- Exercise prompt -
List all lines of the data containing the word "JSON".

● ● ● ●

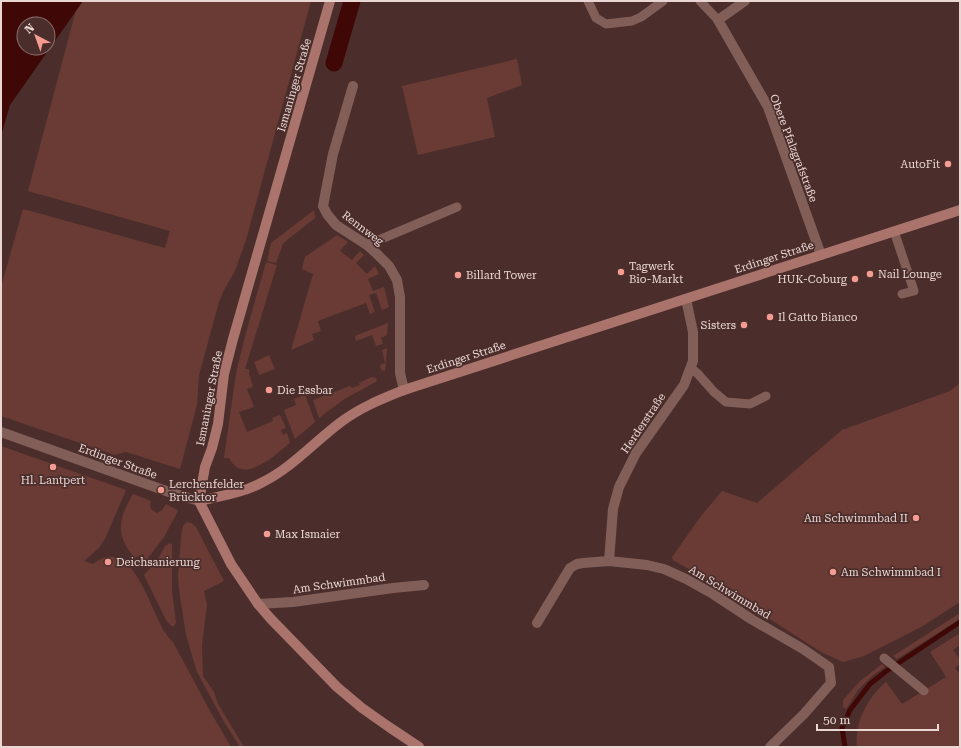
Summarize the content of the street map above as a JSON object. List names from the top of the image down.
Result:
{
  "streets": {
    "street": [
      "Ismaninger Straße",
      "Obere Pfalzgrafstraße",
      "Rennweg",
      "Erdinger Straße",
      "Herderstraße",
      "Am Schwimmbad"
    ]
  },
  "crossings": [
    ["Ismaninger Straße", "Erdinger Straße"],
    ["Obere Pfalzgrafstraße", "Erdinger Straße"],
    ["Rennweg", "Erdinger Straße"],
    ["Erdinger Straße", "Herderstraße"],
    ["Herderstraße", "Am Schwimmbad"]
  ],
  "places": [
    "AutoFit",
    "Tagwerk Bio-Markt",
    "Nail Lounge",
    "Billard Tower",
    "HUK-Coburg",
    "Il Gatto Bianco",
    "Sisters",
    "Die Essbar",
    "Hl. Lantpert",
    "Lerchenfelder Brücktor",
    "Am Schwimmbad II",
    "Max Ismaier",
    "Deichsanierung",
    "Am Schwimmbad I"
  ],
  "scale_bar": "50 m",
  "north": "top left"
}
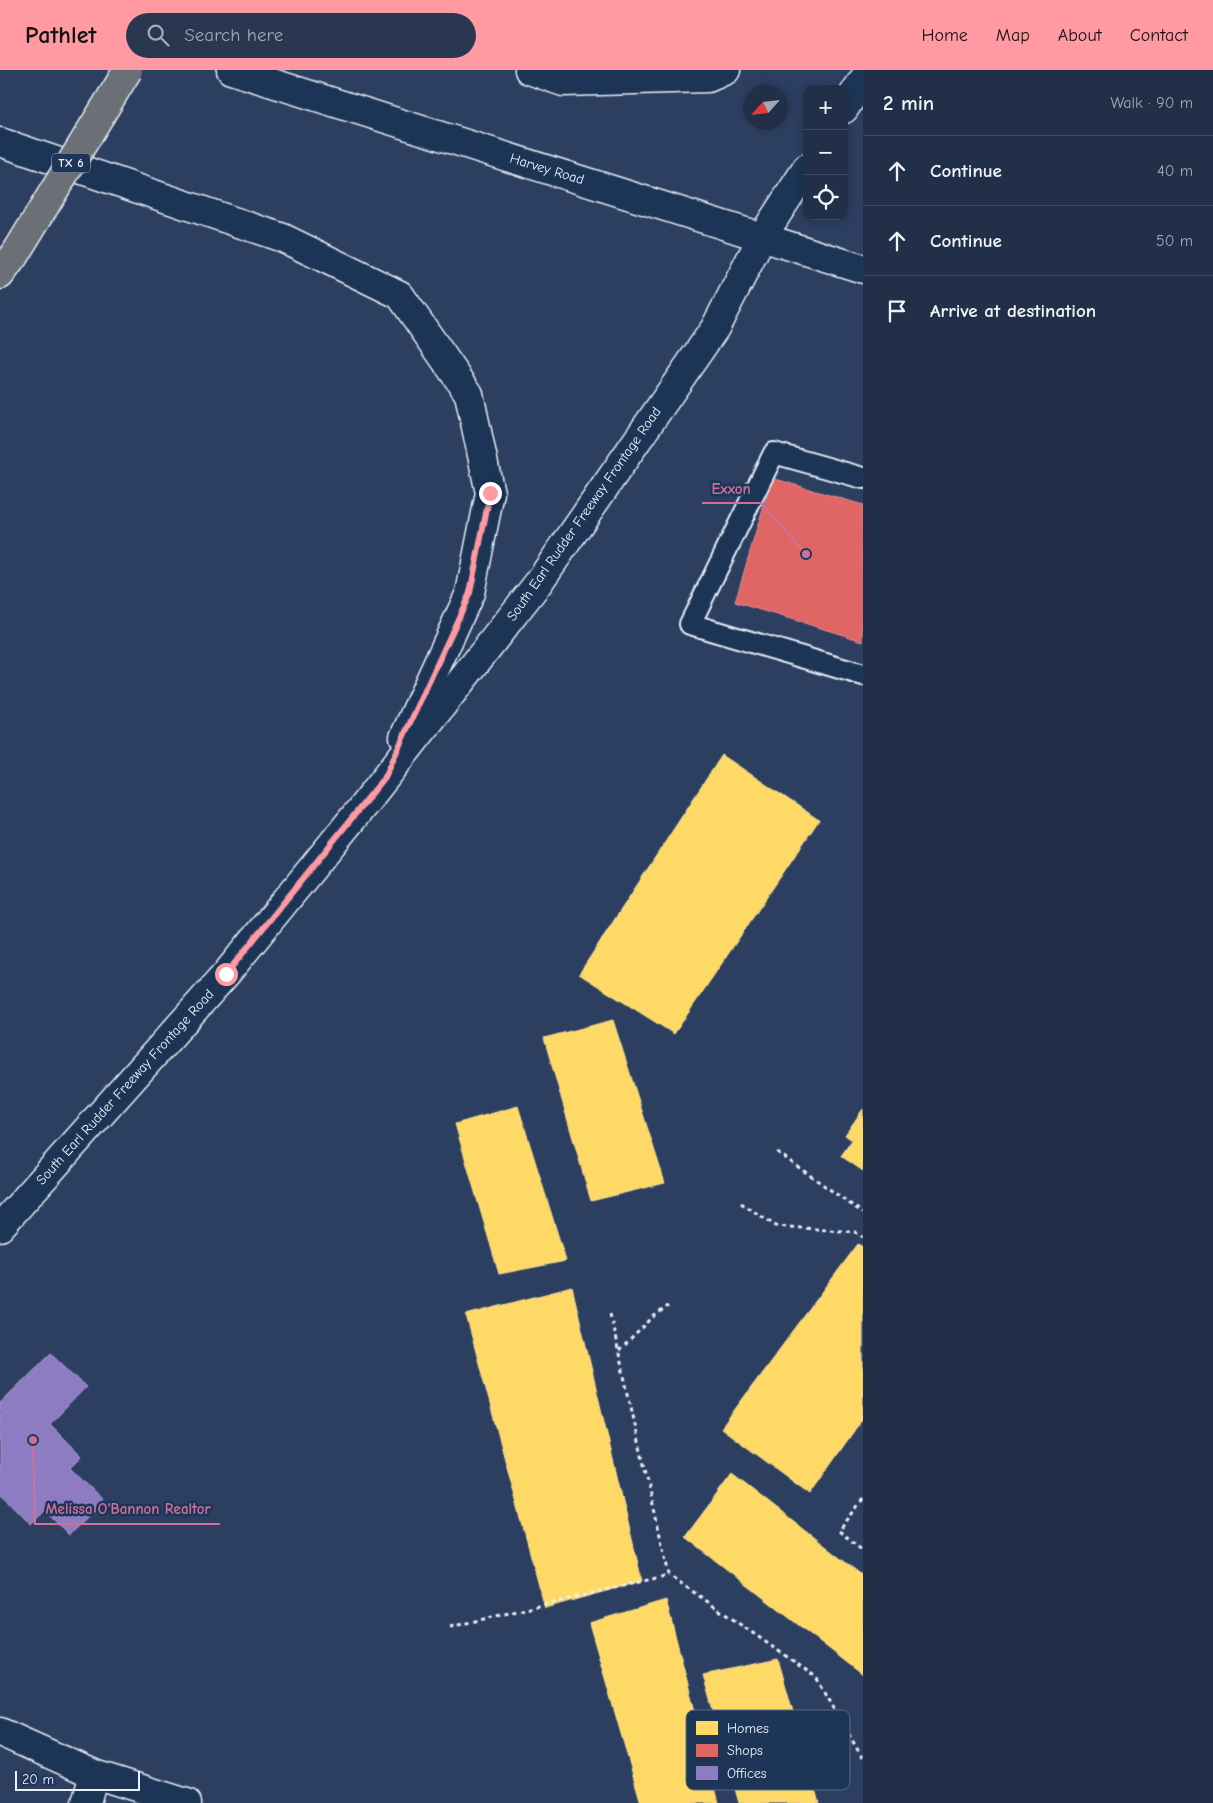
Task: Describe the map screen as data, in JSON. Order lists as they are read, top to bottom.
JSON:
{
  "streets": {
    "highway": ["TX 6"],
    "main road": ["Harvey Road", "South Earl Rudder Freeway Frontage Road"]
  },
  "crossings": [
    ["Harvey Road", "South Earl Rudder Freeway Frontage Road"]
  ],
  "places": ["Exxon", "Melissa O'Bannon Realtor"],
  "legend": ["Homes", "Shops", "Offices"],
  "scale_bar": "20 m",
  "north": "bottom left",
  "page": {
    "header": "Pathlet",
    "search": "Search here",
    "nav": [
      "Home",
      "Map",
      "About",
      "Contact"
    ],
    "heading": ["2 min", "Walk · 90 m"],
    "map_buttons": ["+", "−"],
    "list": [
      ["Continue", "40 m"],
      ["Continue", "50 m"],
      "Arrive at destination"
    ],
    "scale": "20 m"
  }
}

● ● ● ●

- Output for this exercise -
Summarize the content of the street map above as a JSON object. List names from the top of the image down.
Task: Describe the map screen as data, in JSON. Order lists as they are read, top to bottom.
JSON:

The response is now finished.